Will Q1, Q2, Q3 & Q4 not adding up to 1 send robot to wrong position?

  • I have software that outputs rapid code that I program offline, Some of the lines of code it gives me sends the robot to he wrong position, some send it to the correct position I am trying to work out the cause of the problem so the software developers can fix the issue.


    In the lines of code that sends the robot to the wrong place, Q1, Q2, Q3 & Q4 add up to between 1.3 and 1.6. Would this cause the robot to go to the wrong position? As far as i am aware these should add up to 1


    In the lines of code that does work Q1, Q2, Q3 & Q4 add up to near enough 1 (eg 0.99998998)


    My robot is an ABB IRB6400R with s4c controller.

  • Quaternions must be normalized, there is a function to do such. But, it is the sum of the square roots which should add up to 1, or very close. How far off do you mean when you say wrong position? A few millimeters or much more? It could also be the axis configurations that make it seem a bit off. You could try inverting some of them to see if it gets closer.

  • Quaternions must be normalized, there is a function to do such. But, it is the sum of the square roots which should add up to 1, or very close. How far off do you mean when you say wrong position? A few millimeters or much more? It could also be the axis configurations that make it seem a bit off. You could try inverting some of them to see if it gets closer

    Some of the points are off about 40 or 50mm. However the orientation is correct just the actual position of tool tip is about 40mm/50mm away from where it should be. When I have my tool alinged vertical in my software the robot goes to the correct place just seems when i try to go to a point with any other orientation the robot goes to the wrong place.


    My first point is with the tool in the vertical orientation and it goes to correct place and my second point is about 30mm over in the x direction only with the tool at an angle and the tool just stays where it is but changes to the correct orientation. iv checked the code and it does tell the robot to move 30mm in the x direction but it doesnt do this.
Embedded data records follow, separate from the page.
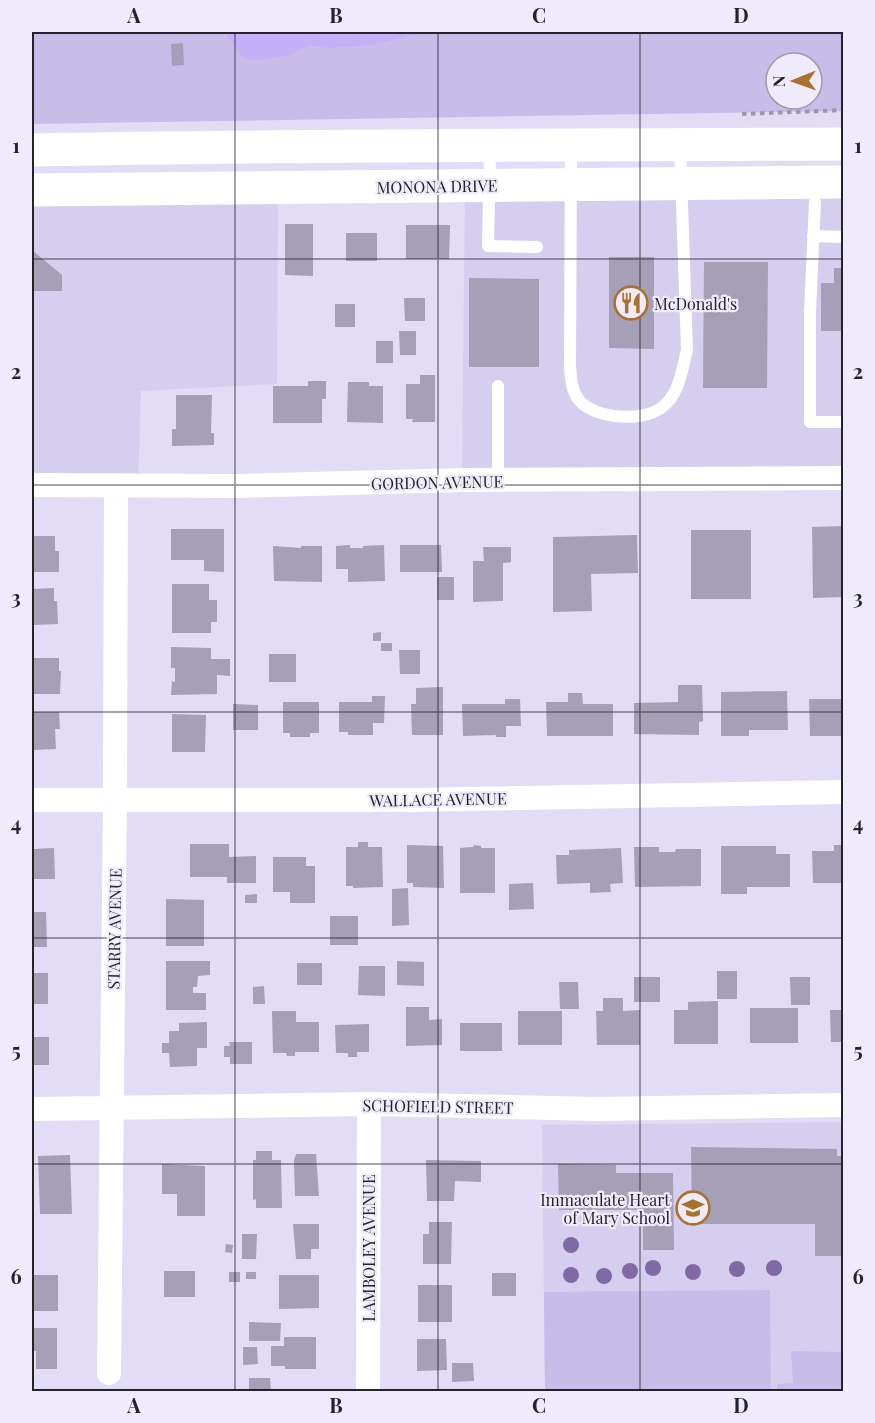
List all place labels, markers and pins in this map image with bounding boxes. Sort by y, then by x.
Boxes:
restaurant icon: McDonald's [613,285,649,321]
place label: McDonald's [654,293,737,314]
place label: Immaculate Heart of Mary School [540,1189,670,1228]
school or university icon: Immaculate Heart of Mary School [675,1190,711,1226]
Thats why im starting to think it may be to do with the quaternions. or else maybe something else in the robot may be causing this?

  • In a robtarget your POS (XYZ) tells the robot where in space it should go.

    Your ORIENT (quaternions) tells it which orientation your tool should have when it gets there

    Your CONF tells the robot which configuration your joints/axis should have at that position



    Your POS can fail because the robot is incorrectly calibrated, booted as the incorrect robot type, etc.

    Easiest way to check it is to simply take a tape measure and measure from point A to point B (ideally over as long of a distance as possible) and if the robots distance is the same as reality, then that's good so far.

    Even if your orient is incorrect, the robot should still move 1000mm when you tell it to move 1000mm (without reorienting the tool between points).


    Your ORIENT can fail because your TCP is bad/poor or the robot is incorrectly calibrated, re-orient your TCP around a fixed point in space, if it doesn't drift terribly (less than a mill or two - your program wont be any more accurate than what you see here)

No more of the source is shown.